9. As of December 31, 2007, Stoneland Corporation has assets of $3,500 and stockholders’ equity of
$2,000. What are the liabilities for Stoneland Corporation as of December 31, 2007?
a) $1,500.
b) $1,000.
c) $2,500.
d) $2,000.
Ans: a
Response A: Correct!
Response B: Using the accounting equation, liabilities can be computed by subtracting stockholders’
equity from assets, or $3,500 - $2,000 = $1,500.
Response C: Using the accounting equation, liabilities can be computed by subtracting stockholders’
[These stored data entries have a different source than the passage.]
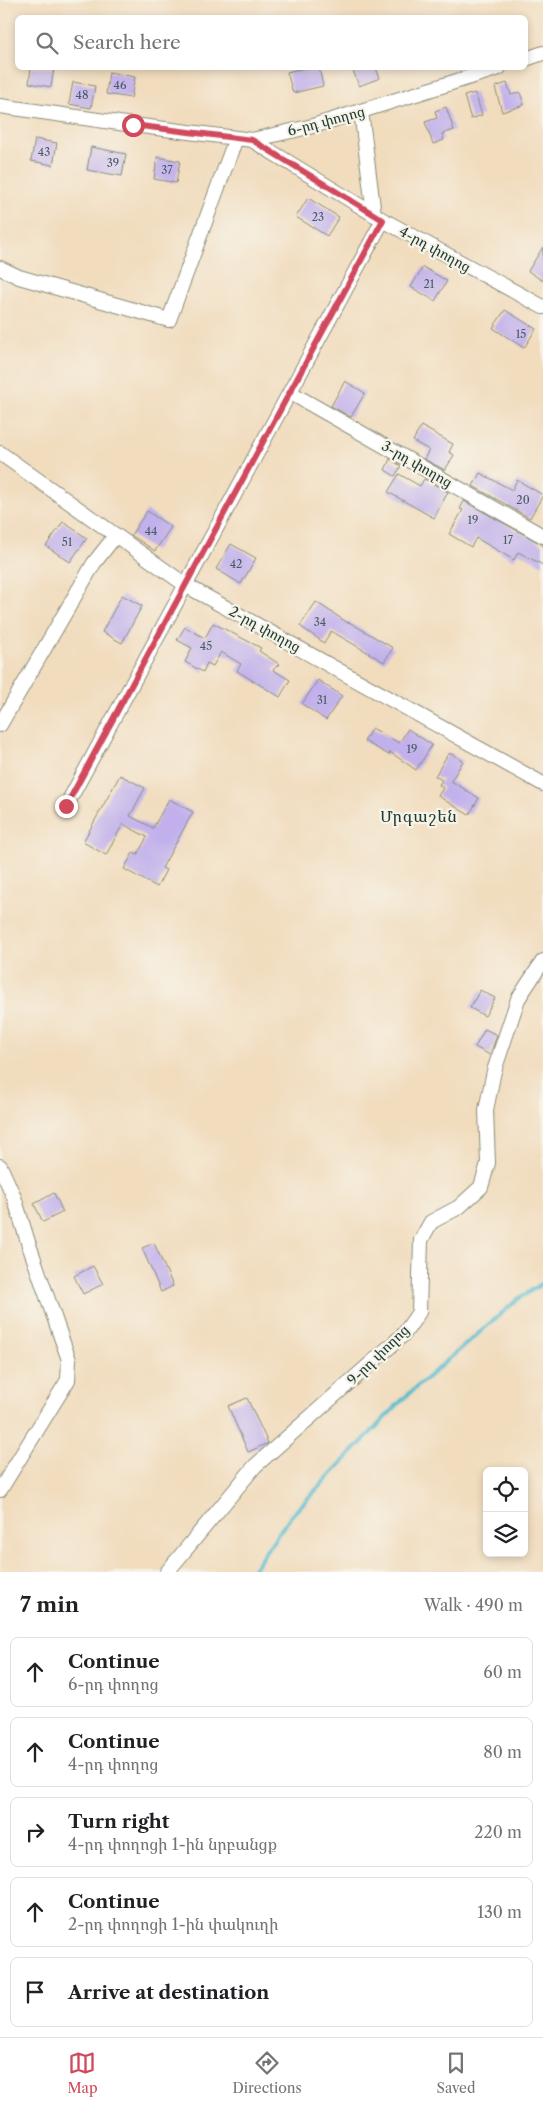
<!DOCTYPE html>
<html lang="en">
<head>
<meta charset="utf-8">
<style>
	body { margin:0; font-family:"Libre Caslon Text","Noto Serif Armenian",serif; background:#f6f6f6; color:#202124 }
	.controls { position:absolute; right:15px; bottom:15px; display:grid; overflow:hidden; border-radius:8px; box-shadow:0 2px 8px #0003 }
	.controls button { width:45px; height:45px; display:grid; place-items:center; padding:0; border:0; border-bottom:1px solid #e0e0e0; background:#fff; color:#202124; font:25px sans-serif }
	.stop { position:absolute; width:15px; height:15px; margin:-11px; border:4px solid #d1495b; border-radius:50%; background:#fff }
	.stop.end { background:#d1495b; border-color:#fff; box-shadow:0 1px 5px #0008 }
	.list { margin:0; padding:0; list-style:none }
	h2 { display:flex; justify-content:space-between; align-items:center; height:65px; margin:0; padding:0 20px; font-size:21px }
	h2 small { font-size:16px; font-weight:400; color:#757577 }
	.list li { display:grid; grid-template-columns:32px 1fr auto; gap:15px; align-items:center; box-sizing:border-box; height:70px; margin:0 10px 10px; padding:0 10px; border:1px solid #e0e0e0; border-radius:8px }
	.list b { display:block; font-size:19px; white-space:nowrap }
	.list p { margin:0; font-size:16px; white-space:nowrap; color:#757577 }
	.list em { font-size:16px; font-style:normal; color:#757577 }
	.icon { flex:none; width:28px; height:28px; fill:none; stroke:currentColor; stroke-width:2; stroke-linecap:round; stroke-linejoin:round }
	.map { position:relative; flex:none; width:543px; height:1572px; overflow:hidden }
	.search { position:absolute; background:#fff; box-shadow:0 2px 8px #0003; left:15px; right:15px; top:15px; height:55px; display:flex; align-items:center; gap:12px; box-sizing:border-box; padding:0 18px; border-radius:8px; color:#757577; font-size:19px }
	.sheet { height:465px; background:#fff }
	nav { display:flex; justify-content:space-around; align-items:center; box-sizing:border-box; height:70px; border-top:1px solid #e0e0e0; background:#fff; font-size:14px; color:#757577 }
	nav a { display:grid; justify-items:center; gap:2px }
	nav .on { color:#d1495b }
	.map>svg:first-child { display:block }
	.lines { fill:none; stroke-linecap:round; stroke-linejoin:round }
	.stream { stroke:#51bbce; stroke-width:4 }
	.building { fill:#c1b0eb }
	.minor-casing { stroke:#888c78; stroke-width:16 }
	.minor { stroke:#fff; stroke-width:14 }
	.route { stroke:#d1495b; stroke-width:6 }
	.labels { text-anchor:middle; stroke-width:4.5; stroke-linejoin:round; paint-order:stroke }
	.number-label { font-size:11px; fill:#485a62 }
	.street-label { font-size:14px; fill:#1f3d34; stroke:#f7f3e8 }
	.quarter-label { font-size:16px; letter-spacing:1px; fill:#1f3d34; stroke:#f7f3e8 }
</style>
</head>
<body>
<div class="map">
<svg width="543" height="1572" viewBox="0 0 543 1572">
	<rect width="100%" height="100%" fill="#f7f3e8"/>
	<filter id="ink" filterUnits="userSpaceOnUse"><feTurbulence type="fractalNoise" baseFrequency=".02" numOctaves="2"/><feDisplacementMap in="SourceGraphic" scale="10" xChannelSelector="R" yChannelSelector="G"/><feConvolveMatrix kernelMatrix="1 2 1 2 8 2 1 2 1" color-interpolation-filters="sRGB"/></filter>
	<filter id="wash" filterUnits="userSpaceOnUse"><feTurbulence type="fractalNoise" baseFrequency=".0096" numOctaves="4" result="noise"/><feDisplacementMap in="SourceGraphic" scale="20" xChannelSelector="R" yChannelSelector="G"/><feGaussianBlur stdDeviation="1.12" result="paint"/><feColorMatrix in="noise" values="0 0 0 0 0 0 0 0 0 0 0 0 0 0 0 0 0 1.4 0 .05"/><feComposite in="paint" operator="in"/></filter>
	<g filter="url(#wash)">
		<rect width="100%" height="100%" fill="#f1dcbd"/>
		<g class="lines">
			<path class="stream" d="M251,1572l39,-55 114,-119 114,-99 25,-16"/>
		</g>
		<g id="blocks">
			<path class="building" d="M31,68h23l-3,19 -22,-4z
				M304,68h15l4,18 -30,7 -6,-21z
				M352,68h24l4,10 -21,8z
				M109,72l26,5 -4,21 -25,-4z
				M73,82l22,4 -4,22 -22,-4z
				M507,83l4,12 9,-3 4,13 -22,7 -7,-25z
				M475,93l7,22 -11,4 -7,-23z
				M446,107l8,23 -12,4 2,6 -11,4 -8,-22 12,-4 -2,-7z
				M35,139l22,4 -4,22 -22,-4z
				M91,147l35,7 -4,22 -35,-6z
				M157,157l23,4 -4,22 -22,-4z
				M308,198l31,19 -12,19 -31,-19z
				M543,247v34l-15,-10z
				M423,267l24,14 -12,20 -24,-14z
				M505,310l31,19 -12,19 -31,-20z
				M345,381l20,12 -14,24 -20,-11z
				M421,426l32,18 -4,8 5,3 -9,15 -21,-11 5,-9 -16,-9z
				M390,459l11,7 -6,10 -10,-6z
				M480,473l32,17 5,-10 26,15 -13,23 -57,-32z
				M399,474l21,12 4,-7 24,13 -14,26 -46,-26z
				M464,501l79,44v20l-25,-13 -4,8 -38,-22 -5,9 -22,-13 14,-24 -3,-1z
				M147,511l24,16 -16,24 -24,-16z
				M63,522l24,16 -17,24 -24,-16z
				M231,544l25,14 -15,26 -25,-15z
				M122,595l20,11 -20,37 -20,-11z
				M316,602l32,21 1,-1 44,26 -9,14 -53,-31 -7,12 -24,-17z
				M213,623l48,25 -2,3 20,13 -6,6 17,10 -10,17 -43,-26 4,-7 -20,-12 -8,14 -6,-3 -4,9 -18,-10 7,-14 -15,-8 8,-13 20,11z
				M318,680l24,16 -16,24 -24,-16z
				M372,728l27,15 9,-14 24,16 -16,25 -26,-18 -1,3 -25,-14z
				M448,754h4l11,7 -12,20 28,17 -10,17 -31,-19 5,-8 -4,-3 3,-5 -7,-4z
				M120,775l25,13 -15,28 23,12 16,-29 24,13 -31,56 4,2 -9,17 -33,-18 9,-16 4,2 10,-18 -24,-13 -17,31 -23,-13z
				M480,990l15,8 -10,18 -15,-8z
				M485,1029l12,6 -7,20 -15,-8z
				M54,1193l9,19 -20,10 -9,-18z
				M154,1243l19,43 -12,6 -19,-44z
				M93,1266l10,18 -20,10 -9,-18z
				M247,1398l21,45 -20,9 -20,-46z"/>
		</g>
	</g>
	<g filter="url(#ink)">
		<use href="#blocks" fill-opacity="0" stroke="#888c78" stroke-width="1"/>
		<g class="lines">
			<defs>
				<path id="minor" d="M526,59l17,-6
					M0,106l133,19 119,15 61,-14 186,-58
					M361,111l13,104
					M252,140l131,80 160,87
					M0,268l19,9 150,43 67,-182
					M291,393l252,143
					M0,453l187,133 356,198
					M0,725l94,-162 22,-28
					M66,806l317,-586
					M0,1166l14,31 14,45 41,118 -1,20 -68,110
					M167,1572l88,-106 149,-132 15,-22 2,-72 10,-18 28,-15 22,-20 7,-24 -2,-53 8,-39 24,-72 25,-38"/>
			</defs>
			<use href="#minor" class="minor-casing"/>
			<use href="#minor" class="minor"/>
		</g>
	</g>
	<g class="lines" filter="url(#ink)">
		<path class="route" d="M66,806l317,-586 -131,-80 -119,-15"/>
	</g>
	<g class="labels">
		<g class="number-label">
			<text x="120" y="89">46</text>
			<text x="82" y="99">48</text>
			<text x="44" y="156">43</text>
			<text x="113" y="167">39</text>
			<text x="167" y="174">37</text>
			<text x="318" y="221">23</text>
			<text x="429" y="288">21</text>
			<text x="521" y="338">15</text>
			<text x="523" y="504">20</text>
			<text x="473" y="524">19</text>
			<text x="151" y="535">44</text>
			<text x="508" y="544">17</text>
			<text x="67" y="546">51</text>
			<text x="236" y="568">42</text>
			<text x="320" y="626">34</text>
			<text x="206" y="650">45</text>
			<text x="322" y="704">31</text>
			<text x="412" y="753">19</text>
		</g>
		<g class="street-label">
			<text transform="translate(326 121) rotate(-15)" y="5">6-րդ փողոց</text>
			<text transform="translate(435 249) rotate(29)" y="5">4-րդ փողոց</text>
			<text transform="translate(417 464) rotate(30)" y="5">3-րդ փողոց</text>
			<text transform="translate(265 629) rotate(29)" y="5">2-րդ փողոց</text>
			<text transform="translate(378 1355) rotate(-44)" y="5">9-րդ փողոց</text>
		</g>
		<g class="quarter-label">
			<text x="419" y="822">Մրգաշեն</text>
		</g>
	</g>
</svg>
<div class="controls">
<button><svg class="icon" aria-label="locate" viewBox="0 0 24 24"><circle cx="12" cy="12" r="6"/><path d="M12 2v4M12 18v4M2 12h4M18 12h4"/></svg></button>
<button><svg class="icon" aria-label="layers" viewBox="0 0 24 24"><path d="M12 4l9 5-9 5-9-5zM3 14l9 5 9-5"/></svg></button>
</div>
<div class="stop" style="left:133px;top:125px"></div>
<div class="stop end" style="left:66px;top:806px"></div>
<div class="search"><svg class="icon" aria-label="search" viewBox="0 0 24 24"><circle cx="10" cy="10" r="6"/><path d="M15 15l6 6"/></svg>Search here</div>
</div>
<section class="sheet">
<h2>7 min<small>Walk · 490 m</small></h2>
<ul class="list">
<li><svg class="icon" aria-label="ahead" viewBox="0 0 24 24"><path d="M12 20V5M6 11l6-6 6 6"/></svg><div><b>Continue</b><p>6-րդ փողոց</p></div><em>60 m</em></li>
<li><svg class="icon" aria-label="ahead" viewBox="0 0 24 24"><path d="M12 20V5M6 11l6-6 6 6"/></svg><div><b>Continue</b><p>4-րդ փողոց</p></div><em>80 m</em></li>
<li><svg class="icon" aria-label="right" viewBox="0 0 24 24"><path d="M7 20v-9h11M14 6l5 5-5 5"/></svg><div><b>Turn right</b><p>4-րդ փողոցի 1-ին նրբանցք</p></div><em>220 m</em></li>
<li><svg class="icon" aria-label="ahead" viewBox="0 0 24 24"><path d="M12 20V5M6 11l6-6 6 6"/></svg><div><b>Continue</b><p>2-րդ փողոցի 1-ին փակուղի</p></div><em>130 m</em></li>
<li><svg class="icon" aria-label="arrive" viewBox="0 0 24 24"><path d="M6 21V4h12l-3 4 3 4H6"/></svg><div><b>Arrive at destination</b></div></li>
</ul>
</section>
<nav>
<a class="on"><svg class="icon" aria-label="map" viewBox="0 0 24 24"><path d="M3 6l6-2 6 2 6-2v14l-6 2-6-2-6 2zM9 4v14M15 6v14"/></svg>Map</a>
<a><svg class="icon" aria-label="directions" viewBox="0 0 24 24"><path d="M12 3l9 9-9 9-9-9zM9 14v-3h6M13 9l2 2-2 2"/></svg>Directions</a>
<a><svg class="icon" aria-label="saved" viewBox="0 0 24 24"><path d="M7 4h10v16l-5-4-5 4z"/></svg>Saved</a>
</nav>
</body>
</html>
equity from assets, or $3,500 - $2,000 = $1,500.
Response D: Using the accounting equation, liabilities can be computed by subtracting stockholders’
equity from assets, or $3,500 - $2,000 = $1,500.
10. The segment of a corporation’s annual report that describes the corporation’s accounting methods is
the:
a) notes to the financial statements.
b) management discussion and analysis.
c) auditor’s report.
d) income statement.
Ans: a
Response A: Correct!
Response B: The description of a firm’s accounting methods is found in the notes to the financial
statements, not in the management discussion and analysis.
Response C: The description of a firm’s accounting methods is found in the notes to the financial
statements, not in the auditor’s report.
Response D: The description of a firm’s accounting methods is found in the notes to the financial
statements, not in the income statement.